TASK TO CARRY OUT =
From the entries below, pull out each line where "above" appears.

====

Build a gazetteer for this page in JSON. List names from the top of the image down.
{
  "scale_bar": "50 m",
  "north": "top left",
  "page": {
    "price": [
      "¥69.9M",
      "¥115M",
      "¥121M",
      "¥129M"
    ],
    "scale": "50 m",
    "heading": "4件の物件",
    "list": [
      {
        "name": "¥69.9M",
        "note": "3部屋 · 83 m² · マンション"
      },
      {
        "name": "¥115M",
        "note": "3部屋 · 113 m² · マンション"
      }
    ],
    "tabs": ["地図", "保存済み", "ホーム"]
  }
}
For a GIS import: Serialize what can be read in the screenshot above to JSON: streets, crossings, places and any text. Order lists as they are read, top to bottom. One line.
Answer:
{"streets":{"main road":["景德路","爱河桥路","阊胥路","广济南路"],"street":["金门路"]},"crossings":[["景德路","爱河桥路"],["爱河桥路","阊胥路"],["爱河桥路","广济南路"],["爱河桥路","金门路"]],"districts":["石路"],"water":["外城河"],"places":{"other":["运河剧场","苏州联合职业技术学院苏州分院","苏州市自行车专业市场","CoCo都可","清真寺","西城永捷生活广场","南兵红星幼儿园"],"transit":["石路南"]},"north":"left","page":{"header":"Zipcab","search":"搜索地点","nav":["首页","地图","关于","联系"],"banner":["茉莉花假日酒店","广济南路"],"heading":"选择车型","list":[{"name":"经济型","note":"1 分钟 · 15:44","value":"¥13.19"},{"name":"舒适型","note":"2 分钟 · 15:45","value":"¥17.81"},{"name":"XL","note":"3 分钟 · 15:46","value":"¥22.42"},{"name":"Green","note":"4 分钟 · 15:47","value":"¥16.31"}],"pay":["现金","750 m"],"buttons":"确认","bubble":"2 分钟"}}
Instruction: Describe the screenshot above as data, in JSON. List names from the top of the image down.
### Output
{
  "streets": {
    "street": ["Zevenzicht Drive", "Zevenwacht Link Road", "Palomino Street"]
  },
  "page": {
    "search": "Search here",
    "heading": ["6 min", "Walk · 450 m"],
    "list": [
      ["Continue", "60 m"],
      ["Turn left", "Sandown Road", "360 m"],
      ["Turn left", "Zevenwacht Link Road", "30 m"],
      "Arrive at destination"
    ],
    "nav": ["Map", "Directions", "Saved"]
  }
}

====

OUTPUT OF THE TASK =
For a GIS import: Serialize what can be read in the screenshot above to JSON: streets, crossings, places and any text. Order lists as they are read, top to bottom. One line.
Instruction: Describe the screenshot above as data, in JSON. List names from the top of the image down.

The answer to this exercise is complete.